(Saved entries)
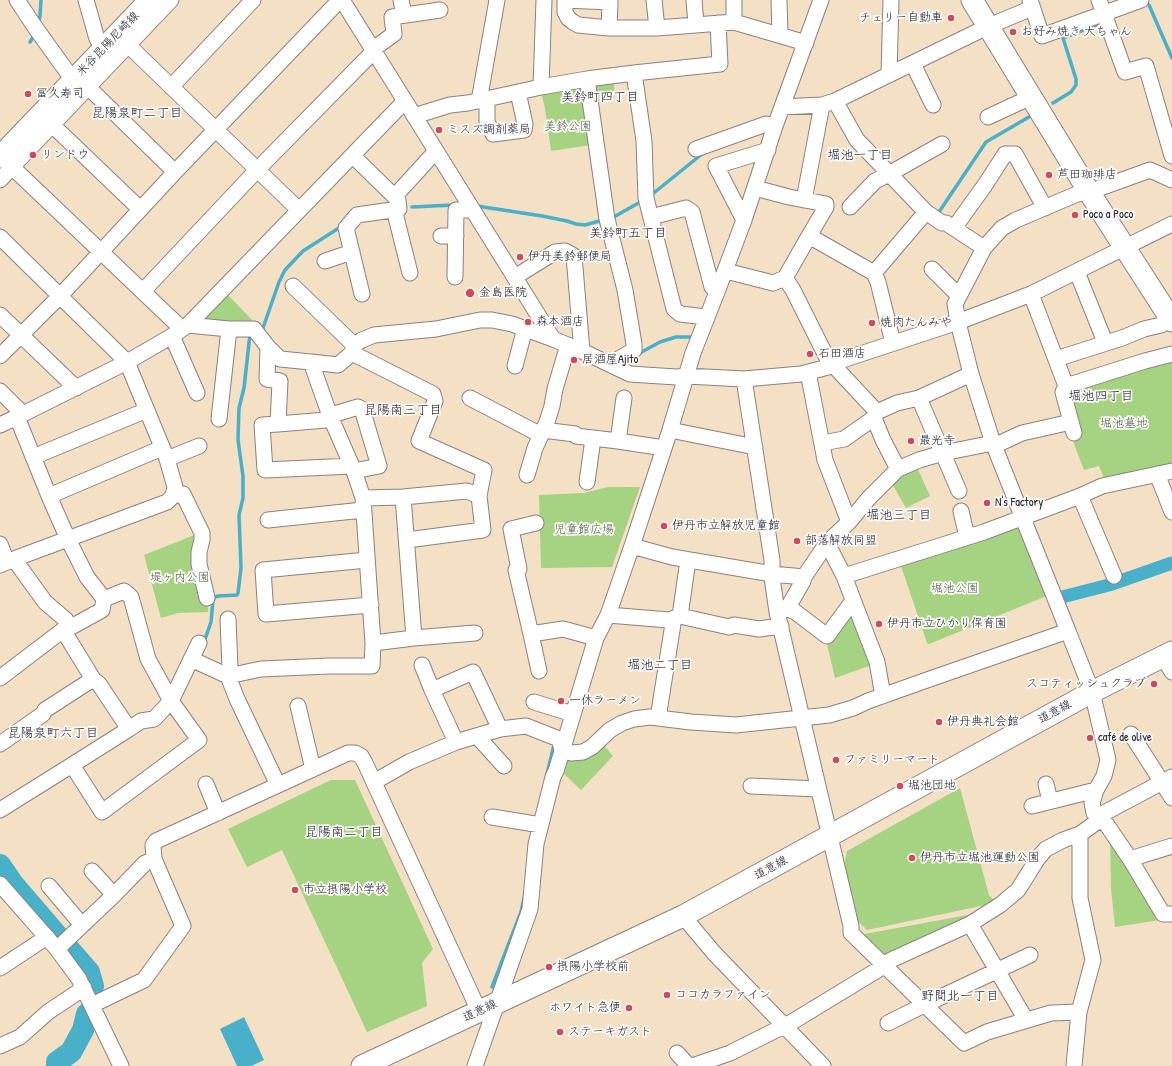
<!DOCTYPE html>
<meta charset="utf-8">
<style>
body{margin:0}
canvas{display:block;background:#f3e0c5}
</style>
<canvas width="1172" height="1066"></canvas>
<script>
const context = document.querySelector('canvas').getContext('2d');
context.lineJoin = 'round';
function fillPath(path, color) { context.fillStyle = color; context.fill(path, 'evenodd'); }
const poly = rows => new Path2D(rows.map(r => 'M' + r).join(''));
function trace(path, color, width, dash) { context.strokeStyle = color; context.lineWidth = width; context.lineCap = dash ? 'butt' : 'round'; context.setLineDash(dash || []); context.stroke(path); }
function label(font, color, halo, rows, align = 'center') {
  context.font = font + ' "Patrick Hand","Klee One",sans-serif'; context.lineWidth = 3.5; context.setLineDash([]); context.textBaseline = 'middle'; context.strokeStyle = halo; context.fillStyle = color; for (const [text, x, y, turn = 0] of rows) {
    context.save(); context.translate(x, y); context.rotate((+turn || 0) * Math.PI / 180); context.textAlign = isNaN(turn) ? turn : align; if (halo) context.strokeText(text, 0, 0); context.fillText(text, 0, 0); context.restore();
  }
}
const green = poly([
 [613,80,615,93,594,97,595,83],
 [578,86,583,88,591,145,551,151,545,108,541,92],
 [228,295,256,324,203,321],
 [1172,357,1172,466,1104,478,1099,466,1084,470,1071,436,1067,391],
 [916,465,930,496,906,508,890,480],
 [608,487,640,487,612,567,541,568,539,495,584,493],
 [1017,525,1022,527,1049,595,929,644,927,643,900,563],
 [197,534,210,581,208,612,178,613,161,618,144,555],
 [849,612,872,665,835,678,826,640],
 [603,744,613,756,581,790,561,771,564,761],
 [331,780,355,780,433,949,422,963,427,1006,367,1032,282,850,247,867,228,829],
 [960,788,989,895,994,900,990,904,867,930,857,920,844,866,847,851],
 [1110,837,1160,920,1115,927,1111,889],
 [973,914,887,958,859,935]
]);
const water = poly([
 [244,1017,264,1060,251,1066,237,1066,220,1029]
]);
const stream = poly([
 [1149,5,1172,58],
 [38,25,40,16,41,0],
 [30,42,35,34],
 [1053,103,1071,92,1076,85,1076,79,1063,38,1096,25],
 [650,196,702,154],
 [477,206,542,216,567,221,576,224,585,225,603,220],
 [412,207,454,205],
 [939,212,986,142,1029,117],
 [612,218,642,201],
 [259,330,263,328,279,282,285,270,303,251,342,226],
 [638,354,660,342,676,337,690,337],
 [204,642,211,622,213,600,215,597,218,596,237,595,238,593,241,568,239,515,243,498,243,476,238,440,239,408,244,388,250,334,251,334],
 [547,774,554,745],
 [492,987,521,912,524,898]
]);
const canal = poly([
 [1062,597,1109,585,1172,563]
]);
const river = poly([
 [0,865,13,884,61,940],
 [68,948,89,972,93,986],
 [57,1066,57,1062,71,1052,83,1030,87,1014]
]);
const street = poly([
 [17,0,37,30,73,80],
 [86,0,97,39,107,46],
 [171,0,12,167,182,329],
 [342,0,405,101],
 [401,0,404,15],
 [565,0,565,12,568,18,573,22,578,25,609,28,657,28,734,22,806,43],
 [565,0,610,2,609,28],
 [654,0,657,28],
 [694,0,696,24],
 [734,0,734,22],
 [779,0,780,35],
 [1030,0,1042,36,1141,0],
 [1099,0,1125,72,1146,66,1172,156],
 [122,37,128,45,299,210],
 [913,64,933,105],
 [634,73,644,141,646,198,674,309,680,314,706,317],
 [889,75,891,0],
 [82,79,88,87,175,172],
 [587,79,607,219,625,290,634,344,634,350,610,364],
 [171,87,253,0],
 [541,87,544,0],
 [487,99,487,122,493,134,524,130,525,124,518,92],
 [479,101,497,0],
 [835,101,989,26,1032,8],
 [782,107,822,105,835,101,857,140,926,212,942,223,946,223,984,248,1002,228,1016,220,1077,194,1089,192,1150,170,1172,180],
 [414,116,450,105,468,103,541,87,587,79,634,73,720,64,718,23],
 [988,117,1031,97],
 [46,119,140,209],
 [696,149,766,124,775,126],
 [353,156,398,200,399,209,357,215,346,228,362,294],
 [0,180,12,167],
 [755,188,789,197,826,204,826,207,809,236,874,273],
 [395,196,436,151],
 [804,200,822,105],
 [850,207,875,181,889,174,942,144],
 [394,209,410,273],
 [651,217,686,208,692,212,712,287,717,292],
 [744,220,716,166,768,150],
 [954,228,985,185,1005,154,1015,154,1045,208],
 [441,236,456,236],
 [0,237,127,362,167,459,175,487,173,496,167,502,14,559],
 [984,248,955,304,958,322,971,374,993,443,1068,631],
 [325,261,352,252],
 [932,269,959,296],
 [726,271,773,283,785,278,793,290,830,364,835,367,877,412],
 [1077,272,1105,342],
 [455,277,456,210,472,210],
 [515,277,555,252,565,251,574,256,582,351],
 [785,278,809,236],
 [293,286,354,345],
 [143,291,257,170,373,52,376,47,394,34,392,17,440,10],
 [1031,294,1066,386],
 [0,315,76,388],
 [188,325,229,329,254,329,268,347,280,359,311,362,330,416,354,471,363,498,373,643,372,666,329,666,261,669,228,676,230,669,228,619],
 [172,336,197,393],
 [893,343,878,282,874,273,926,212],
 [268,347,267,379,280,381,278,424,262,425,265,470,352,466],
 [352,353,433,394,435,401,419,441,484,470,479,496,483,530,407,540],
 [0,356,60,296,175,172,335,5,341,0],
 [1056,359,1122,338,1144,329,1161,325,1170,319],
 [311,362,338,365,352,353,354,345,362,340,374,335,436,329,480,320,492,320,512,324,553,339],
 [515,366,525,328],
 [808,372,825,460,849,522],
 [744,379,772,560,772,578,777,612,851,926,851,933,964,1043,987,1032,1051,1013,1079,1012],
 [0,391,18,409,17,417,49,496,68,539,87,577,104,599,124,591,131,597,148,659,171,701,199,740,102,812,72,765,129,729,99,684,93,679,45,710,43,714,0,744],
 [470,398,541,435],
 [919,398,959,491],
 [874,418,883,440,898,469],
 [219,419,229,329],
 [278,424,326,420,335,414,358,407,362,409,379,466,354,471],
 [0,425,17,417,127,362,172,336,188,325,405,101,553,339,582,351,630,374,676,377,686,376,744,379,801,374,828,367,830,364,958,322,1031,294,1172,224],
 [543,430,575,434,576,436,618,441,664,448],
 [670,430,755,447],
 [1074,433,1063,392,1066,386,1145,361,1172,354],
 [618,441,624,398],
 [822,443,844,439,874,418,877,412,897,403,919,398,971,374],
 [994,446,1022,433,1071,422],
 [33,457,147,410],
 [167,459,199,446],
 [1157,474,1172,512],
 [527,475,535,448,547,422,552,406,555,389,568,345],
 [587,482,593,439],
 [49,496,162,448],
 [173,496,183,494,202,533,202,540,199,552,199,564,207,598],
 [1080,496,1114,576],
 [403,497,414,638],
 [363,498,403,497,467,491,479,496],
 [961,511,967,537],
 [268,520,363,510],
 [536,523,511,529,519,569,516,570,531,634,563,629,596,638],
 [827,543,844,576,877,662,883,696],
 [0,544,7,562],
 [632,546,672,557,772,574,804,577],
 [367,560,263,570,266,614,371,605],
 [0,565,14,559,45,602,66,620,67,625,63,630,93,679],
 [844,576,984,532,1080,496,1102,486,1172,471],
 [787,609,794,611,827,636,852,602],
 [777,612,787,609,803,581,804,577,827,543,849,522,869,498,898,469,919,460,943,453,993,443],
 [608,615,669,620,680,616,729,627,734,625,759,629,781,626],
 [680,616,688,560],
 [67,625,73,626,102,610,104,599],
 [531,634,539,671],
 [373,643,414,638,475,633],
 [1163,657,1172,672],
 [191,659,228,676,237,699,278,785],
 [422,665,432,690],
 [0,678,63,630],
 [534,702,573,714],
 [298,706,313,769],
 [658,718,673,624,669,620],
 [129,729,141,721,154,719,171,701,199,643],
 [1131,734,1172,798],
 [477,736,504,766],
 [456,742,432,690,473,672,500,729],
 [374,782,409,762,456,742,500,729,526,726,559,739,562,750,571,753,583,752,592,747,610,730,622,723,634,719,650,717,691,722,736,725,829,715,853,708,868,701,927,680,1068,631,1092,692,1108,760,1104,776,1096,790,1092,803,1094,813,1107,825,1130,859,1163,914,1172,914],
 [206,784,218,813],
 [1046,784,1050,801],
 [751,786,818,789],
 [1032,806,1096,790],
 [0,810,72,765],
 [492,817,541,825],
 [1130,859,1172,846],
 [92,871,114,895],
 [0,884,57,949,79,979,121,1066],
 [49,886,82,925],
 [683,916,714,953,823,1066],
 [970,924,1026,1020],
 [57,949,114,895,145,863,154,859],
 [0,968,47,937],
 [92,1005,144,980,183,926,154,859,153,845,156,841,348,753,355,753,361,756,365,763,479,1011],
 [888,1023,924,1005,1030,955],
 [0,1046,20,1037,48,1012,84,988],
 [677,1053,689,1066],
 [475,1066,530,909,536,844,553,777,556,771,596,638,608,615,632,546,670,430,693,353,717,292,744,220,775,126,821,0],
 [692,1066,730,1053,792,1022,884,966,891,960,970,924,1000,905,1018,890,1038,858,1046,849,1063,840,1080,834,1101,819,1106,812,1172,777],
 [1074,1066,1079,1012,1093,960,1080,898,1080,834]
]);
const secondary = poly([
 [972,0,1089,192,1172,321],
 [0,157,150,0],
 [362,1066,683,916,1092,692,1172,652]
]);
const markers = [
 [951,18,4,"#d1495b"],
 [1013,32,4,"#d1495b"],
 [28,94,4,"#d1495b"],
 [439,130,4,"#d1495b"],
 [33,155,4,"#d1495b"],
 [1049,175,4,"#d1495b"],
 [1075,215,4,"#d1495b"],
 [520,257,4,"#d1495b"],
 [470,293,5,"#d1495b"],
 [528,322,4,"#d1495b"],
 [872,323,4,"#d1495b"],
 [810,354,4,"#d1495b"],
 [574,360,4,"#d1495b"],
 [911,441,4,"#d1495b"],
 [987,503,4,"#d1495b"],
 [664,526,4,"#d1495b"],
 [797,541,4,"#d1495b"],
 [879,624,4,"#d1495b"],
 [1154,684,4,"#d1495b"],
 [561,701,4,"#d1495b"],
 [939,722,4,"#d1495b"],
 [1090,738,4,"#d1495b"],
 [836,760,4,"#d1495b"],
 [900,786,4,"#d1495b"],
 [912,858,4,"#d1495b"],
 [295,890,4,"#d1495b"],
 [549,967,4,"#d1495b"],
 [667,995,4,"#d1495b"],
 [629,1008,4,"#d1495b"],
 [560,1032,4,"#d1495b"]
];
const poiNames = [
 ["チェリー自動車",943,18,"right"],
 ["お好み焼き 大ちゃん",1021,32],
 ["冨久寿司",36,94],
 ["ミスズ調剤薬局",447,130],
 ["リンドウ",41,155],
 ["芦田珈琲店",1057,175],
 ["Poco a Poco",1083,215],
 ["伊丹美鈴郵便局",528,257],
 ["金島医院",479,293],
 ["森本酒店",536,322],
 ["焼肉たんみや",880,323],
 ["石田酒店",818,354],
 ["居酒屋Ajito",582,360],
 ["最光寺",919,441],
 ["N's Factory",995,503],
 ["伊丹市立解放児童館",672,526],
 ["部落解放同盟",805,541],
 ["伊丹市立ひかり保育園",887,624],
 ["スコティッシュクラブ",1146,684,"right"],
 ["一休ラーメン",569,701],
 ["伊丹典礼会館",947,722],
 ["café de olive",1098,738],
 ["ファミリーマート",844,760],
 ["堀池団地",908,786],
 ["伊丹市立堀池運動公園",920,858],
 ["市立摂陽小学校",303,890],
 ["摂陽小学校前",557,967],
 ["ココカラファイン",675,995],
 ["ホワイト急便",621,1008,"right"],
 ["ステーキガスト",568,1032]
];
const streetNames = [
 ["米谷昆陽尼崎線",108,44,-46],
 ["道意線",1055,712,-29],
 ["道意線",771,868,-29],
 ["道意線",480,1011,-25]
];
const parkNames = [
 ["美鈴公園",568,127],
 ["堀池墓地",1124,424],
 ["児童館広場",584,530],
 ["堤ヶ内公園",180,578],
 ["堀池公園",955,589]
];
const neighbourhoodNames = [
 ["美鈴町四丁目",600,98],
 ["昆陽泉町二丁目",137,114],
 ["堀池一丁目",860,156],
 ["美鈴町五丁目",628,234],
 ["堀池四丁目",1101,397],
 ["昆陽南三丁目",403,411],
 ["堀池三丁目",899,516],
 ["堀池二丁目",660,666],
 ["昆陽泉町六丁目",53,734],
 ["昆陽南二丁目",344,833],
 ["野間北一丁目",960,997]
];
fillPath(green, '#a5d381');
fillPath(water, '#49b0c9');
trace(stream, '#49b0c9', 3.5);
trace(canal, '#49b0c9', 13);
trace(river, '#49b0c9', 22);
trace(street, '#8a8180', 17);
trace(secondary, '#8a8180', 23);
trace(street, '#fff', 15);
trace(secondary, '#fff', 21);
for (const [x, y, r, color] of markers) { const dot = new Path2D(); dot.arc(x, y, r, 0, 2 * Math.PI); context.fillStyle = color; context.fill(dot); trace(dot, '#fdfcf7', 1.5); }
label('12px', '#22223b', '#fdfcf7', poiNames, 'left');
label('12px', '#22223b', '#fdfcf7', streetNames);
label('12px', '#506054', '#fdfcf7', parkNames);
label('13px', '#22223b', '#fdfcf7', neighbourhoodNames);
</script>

EXERCISE INSTRUCTIONS
Every line above that holds the string "label" counts once; give the total and nothing more.

OUTPUT FOR THIS TASK
5